Below are entries to examine: work out how many lines contain the word "strong", and give only that number.

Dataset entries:
..........

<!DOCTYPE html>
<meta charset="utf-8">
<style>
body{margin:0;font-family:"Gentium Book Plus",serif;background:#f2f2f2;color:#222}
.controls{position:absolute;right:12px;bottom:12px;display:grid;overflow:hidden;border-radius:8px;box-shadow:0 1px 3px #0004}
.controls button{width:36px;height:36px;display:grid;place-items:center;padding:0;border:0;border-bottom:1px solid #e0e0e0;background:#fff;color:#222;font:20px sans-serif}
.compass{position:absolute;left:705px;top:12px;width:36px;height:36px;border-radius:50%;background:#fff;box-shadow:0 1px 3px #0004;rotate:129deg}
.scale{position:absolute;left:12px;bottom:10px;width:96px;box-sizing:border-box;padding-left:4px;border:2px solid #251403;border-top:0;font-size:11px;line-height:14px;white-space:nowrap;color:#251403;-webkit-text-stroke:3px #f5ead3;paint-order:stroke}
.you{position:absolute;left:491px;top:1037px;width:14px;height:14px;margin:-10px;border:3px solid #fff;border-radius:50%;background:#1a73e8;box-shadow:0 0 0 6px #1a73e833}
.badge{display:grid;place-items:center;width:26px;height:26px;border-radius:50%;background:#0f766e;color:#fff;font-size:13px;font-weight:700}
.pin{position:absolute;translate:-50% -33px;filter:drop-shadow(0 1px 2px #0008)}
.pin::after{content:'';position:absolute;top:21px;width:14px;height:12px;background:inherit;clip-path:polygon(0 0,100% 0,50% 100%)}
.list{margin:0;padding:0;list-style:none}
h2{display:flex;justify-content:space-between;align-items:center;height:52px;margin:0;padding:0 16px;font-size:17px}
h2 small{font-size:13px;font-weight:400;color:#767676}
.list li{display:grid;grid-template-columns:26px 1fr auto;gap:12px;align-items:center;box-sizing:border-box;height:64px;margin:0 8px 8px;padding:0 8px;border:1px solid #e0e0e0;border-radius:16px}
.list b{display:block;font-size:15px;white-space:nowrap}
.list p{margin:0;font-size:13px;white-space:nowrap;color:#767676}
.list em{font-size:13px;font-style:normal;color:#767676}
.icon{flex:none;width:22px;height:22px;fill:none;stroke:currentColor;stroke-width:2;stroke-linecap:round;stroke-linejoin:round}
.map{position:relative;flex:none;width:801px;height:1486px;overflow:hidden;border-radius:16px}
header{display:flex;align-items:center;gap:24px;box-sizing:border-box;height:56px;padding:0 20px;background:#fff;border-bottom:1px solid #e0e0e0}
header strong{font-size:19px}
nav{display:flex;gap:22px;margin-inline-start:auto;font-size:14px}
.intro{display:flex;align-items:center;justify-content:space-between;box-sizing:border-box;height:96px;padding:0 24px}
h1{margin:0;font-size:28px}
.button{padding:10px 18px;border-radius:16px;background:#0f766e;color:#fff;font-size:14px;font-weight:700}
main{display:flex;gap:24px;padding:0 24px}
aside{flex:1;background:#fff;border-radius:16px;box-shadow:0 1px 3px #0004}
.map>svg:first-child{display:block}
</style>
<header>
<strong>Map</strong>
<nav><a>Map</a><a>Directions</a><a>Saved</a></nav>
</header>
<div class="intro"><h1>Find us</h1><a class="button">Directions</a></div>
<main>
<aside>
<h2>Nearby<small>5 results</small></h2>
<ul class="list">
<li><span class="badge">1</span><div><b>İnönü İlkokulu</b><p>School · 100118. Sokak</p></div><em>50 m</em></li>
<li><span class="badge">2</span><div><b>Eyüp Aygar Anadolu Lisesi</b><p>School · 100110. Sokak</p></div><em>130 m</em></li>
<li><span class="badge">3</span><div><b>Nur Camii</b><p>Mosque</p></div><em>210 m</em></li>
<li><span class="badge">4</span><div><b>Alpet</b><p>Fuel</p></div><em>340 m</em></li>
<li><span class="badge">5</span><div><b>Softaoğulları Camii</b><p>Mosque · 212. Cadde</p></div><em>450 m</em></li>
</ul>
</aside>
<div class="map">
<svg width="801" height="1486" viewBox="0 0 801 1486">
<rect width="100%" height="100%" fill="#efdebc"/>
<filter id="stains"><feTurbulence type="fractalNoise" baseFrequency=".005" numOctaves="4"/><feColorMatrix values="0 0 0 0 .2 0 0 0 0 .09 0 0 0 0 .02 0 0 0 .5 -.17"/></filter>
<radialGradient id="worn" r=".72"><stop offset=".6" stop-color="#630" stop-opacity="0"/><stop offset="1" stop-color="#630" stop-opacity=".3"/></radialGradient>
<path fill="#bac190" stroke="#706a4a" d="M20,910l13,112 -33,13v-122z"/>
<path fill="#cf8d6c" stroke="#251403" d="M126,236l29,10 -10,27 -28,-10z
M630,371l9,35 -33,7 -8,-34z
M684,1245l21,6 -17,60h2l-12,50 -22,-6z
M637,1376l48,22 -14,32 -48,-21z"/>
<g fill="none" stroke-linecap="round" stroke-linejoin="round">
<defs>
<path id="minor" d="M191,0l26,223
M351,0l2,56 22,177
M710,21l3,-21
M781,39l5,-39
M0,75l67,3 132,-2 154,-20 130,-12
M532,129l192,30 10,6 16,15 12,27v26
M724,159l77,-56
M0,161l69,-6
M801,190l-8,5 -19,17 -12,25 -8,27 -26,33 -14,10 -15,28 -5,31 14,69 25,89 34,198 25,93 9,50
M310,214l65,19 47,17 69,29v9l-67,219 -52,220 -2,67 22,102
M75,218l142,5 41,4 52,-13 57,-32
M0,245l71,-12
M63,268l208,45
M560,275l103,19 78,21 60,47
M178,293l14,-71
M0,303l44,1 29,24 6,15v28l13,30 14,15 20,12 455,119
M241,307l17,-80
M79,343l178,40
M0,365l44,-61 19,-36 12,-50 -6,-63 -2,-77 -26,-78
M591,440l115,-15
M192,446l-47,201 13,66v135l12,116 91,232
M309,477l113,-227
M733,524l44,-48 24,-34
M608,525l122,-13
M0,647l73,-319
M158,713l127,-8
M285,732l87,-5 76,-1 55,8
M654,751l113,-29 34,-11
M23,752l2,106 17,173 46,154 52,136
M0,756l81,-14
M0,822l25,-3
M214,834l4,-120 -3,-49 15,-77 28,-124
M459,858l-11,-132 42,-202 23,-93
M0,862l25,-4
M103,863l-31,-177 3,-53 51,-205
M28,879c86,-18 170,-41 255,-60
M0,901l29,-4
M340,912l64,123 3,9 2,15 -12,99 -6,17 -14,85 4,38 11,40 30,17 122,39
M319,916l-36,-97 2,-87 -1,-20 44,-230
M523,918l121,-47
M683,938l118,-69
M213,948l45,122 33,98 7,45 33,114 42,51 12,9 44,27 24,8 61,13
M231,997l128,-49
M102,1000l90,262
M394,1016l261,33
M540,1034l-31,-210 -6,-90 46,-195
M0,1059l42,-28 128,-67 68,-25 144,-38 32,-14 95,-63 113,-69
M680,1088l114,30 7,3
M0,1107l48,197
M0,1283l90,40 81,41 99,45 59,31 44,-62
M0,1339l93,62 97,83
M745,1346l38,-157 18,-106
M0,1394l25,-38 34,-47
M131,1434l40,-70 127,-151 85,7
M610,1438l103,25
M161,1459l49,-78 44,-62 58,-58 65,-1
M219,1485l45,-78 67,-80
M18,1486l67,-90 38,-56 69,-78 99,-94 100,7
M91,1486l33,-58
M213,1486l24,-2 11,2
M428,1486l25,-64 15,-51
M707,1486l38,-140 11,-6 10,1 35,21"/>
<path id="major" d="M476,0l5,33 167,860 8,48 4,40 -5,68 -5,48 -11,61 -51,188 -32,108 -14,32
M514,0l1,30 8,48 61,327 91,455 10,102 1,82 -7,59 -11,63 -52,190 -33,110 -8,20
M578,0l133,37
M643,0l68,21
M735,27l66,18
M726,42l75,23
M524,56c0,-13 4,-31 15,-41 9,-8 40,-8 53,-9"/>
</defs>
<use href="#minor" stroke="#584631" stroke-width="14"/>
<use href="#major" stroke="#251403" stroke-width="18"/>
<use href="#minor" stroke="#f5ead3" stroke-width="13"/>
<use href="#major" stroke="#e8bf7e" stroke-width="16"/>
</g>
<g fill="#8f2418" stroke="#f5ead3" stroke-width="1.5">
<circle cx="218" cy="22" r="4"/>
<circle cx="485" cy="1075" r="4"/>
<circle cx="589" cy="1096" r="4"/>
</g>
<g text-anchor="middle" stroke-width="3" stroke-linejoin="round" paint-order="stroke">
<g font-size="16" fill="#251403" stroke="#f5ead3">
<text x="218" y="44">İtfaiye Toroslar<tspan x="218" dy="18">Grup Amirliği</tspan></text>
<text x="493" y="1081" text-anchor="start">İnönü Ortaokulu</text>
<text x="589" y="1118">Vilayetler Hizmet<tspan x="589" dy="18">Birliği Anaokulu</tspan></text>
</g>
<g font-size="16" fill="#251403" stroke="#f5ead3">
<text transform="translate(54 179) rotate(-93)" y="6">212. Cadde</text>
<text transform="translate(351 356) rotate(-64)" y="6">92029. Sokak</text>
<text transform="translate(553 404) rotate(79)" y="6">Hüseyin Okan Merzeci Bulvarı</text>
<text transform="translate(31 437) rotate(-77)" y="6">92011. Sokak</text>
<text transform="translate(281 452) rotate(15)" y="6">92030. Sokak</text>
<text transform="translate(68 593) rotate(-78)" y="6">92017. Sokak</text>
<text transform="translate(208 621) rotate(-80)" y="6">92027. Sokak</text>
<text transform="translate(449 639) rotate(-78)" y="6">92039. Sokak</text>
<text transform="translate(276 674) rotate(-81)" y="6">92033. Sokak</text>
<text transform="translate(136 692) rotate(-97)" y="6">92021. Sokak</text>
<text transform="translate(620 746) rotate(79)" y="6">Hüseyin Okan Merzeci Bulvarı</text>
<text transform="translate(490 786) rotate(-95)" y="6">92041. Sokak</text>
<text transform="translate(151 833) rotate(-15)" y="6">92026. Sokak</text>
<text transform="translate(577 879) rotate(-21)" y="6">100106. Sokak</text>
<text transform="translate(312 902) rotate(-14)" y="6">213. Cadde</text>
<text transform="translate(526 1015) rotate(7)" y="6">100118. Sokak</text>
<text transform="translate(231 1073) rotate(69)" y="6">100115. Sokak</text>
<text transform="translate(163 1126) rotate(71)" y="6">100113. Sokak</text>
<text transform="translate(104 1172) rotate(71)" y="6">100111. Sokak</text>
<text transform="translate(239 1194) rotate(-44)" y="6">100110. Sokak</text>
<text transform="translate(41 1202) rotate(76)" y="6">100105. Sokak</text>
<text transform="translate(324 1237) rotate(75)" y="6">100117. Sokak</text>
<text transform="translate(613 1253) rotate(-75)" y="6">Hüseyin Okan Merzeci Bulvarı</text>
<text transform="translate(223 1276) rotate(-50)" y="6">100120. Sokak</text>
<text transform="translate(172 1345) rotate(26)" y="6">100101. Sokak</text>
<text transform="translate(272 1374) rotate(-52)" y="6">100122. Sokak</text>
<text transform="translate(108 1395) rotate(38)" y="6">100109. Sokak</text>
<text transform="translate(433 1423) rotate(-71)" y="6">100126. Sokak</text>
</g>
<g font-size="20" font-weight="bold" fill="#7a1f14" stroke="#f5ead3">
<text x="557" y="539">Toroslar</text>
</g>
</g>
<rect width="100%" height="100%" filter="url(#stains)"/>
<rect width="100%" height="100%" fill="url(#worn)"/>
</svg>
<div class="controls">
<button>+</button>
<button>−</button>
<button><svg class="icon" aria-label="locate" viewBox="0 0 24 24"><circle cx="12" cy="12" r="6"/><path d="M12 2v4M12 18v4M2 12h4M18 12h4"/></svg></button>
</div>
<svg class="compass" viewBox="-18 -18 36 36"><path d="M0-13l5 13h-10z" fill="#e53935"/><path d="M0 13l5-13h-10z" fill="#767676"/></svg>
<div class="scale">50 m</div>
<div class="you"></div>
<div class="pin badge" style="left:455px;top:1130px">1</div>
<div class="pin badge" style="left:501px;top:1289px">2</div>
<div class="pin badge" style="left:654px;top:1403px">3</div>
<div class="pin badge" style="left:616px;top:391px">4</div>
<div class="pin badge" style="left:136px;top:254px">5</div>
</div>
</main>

..........

§ Your solution
2